Maybe Obama should have read Victor Hanson's article/op-ed piece in my morning paper:
http://www.modbee.com/opinion/...onal/story/184120.html
Some advice to GOP: Don't beatify Reagan
Ronald Reagan's presidency was a great success. He rebuilt a chaotic U.S. military and helped end the Cold War. Reagan's tax cuts in 1981 spurred growth and redefined the relationship between U.S. citizens and their government. And he appointed conservative federal judges and bureaucrats who tried to roll back the half-century trend of expanded governmental control over our lives.
Reagan's nice-guy charm made it difficult for even his critics to stay angry with him for long. But he was no mere smiling dunce, as liberal intellectuals used to snicker. His private papers and diaries reveal that he was widely informed, read voraciously, drew on a powerful intellect and was an effective writer.
It is no wonder that conservative leaders constantly evoke Reagan's successful presidency. In contrast, they rarely hearken to the uprightness of the one-term Gerald Ford, or praise the foreign-policy accomplishments of the two Bush Republican presidencies.
Instead, the candidates try to "out-Reagan" each other by claiming they alone are the true Reaganites while their primary rivals are too liberal, flip-floppers or without consistent conservative principles.
In short, Reagan has been beatified, as if above the lapses and contradictions of today's candidates. The result is that conservatives are placing unrealistic requirements of perfection on Reagan's would-be successors.
They have forgotten that Reagan -- facing spiraling deficits, sinking poll ratings and a hostile Congress -- signed legislation raising payroll, income and gasoline taxes, some among the largest in history. He promised to limit government and eliminate the Departments of Education and Energy. Instead, he made government grow by adding a secretary of veteran affairs.

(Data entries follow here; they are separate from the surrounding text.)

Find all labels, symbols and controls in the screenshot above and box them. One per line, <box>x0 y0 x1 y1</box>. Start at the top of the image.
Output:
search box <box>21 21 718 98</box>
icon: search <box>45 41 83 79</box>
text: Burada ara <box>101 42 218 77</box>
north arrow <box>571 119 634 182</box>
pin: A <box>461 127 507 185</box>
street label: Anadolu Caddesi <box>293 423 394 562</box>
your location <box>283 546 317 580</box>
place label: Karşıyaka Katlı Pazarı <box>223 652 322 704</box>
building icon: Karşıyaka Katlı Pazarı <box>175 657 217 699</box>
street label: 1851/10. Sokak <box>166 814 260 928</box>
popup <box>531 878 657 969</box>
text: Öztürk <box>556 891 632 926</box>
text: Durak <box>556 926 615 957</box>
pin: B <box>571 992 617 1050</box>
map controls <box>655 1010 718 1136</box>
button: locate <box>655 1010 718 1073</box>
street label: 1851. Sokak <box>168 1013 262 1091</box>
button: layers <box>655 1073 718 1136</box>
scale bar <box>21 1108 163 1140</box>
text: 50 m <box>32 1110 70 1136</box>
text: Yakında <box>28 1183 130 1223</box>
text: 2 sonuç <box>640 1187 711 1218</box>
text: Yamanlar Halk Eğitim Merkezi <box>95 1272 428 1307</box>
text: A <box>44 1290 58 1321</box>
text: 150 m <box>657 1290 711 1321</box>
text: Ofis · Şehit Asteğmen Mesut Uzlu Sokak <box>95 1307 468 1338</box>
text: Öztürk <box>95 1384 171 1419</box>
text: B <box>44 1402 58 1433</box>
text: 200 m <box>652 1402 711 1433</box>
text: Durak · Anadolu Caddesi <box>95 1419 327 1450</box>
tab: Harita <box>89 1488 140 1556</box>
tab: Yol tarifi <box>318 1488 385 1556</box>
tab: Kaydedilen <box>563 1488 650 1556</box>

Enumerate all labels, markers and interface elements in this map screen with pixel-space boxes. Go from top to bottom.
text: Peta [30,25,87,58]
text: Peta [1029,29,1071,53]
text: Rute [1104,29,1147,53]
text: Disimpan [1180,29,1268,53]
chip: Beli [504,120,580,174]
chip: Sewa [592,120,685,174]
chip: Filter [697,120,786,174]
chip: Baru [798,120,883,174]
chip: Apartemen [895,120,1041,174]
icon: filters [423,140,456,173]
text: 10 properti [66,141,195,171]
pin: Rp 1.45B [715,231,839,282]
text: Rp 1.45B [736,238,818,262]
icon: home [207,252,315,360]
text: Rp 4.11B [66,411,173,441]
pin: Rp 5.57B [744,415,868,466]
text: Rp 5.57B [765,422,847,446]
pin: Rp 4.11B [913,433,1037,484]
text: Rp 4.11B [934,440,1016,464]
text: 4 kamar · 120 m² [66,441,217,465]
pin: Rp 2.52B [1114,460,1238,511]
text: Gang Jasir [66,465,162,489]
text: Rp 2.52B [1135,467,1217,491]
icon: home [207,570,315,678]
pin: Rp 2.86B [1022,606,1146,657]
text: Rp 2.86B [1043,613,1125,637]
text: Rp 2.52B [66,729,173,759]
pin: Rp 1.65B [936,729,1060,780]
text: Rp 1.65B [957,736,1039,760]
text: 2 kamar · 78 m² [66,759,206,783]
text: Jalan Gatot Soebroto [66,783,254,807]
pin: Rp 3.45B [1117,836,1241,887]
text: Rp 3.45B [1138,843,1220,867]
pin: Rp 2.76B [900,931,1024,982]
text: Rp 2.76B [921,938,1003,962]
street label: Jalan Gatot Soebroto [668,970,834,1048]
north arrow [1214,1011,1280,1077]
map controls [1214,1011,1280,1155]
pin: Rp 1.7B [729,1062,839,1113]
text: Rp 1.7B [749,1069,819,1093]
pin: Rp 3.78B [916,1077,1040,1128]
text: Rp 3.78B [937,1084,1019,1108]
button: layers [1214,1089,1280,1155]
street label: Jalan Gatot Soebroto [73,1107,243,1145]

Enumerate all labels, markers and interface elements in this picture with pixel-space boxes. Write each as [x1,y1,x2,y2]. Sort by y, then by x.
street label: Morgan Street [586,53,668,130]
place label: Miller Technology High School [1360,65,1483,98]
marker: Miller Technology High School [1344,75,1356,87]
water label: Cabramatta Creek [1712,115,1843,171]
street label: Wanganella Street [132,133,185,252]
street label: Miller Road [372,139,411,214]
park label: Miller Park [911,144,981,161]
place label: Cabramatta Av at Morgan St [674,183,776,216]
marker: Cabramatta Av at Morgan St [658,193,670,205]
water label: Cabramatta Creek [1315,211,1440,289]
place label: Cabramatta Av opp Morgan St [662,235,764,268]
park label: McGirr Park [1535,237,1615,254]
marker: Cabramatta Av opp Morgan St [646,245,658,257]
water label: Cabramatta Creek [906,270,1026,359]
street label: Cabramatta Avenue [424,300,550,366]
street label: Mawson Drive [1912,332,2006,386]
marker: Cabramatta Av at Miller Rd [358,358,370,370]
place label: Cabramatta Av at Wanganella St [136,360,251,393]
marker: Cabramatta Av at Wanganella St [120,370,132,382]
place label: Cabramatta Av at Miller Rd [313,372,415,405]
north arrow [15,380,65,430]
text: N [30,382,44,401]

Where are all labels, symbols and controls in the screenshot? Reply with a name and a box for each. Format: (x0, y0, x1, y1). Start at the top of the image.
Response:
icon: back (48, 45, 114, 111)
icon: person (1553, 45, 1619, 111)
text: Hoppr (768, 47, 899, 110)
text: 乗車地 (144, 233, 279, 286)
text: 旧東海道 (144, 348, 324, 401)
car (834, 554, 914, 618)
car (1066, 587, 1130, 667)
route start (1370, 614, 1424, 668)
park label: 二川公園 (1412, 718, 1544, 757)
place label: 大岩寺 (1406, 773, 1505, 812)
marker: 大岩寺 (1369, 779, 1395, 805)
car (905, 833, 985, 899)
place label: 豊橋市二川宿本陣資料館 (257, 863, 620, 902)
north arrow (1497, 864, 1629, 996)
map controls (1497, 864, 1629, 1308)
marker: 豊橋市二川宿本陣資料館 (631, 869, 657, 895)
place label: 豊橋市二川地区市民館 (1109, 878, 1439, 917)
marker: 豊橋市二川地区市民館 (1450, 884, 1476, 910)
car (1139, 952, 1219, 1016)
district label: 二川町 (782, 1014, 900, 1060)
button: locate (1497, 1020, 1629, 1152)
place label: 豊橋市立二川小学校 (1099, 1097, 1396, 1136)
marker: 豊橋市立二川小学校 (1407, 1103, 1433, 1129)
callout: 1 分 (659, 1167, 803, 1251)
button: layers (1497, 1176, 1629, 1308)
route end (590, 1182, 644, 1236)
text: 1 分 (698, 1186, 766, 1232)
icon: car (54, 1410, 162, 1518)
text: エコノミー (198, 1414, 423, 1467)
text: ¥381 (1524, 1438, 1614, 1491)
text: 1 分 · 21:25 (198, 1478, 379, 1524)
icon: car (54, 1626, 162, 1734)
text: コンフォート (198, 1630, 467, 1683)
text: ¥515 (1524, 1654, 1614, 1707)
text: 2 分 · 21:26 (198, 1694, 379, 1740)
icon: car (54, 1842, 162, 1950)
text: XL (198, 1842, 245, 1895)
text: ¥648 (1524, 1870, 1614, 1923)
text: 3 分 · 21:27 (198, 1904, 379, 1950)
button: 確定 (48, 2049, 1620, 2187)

Two of his Supreme Court choices, Sandra Day O'Connor and Anthony Kennedy, were far more liberal than George W. Bush's picks -- the strict constructionists John Roberts and Samuel Alito.
Reagan's 1986 immigration bill turned out to be the most liberal amnesty for illegal immigrants in our nation's history, and set the stage for the present problem of 12 million immigrants here unlawfully.
Republicans forget all this -- but so do Democrats, who try to perpetuate an unflattering myth of Reagan as a right-wing reactionary.
In foreign affairs, Reagan was not always judicious. He shocked Cold Warriors by advocating complete nuclear disarmament at his Reykjavik summit with Mikhail Gorbachev. In the middle of Lebanon's civil war, he first put U.S. troops into a crossfire. Then, when 241 Marines were blown up, he withdrew them. That about-face, and the failure to retaliate in serious fashion, helped embolden Hezbollah's terrorism for decades. The Iran-Contra scandal exploded when a few rogue officials sold state-of-the-art missiles under the table to terrorist-sponsoring Iran, and prompted talk of impeachment.
In other words, even great presidents such as Ronald Reagan make mistakes. He sometimes reversed positions, played politics and baffled his conservative base -- some of the charges now leveled at Rudy Giuliani, John McCain, Mike Huckabee, Mitt Romney and Fred Thompson.
What is the real Reagan legacy? It is mostly the Great Communicator's ability to distill complex problems, offer a more conservative solution than America was used to or ready for, and then enact difficult change through a brilliant turn of phrase.
Candidates need to separate the Reagan myth -- the perfect conservative -- from the real man. The five serious GOP candidates should call on the spirit and principled inspiration of Ronald Reagan for guidance about new problems in the same way they evoke Abraham Lincoln or Teddy Roosevelt.
Hanson is an historian at the Hoover Institution, Stanford University.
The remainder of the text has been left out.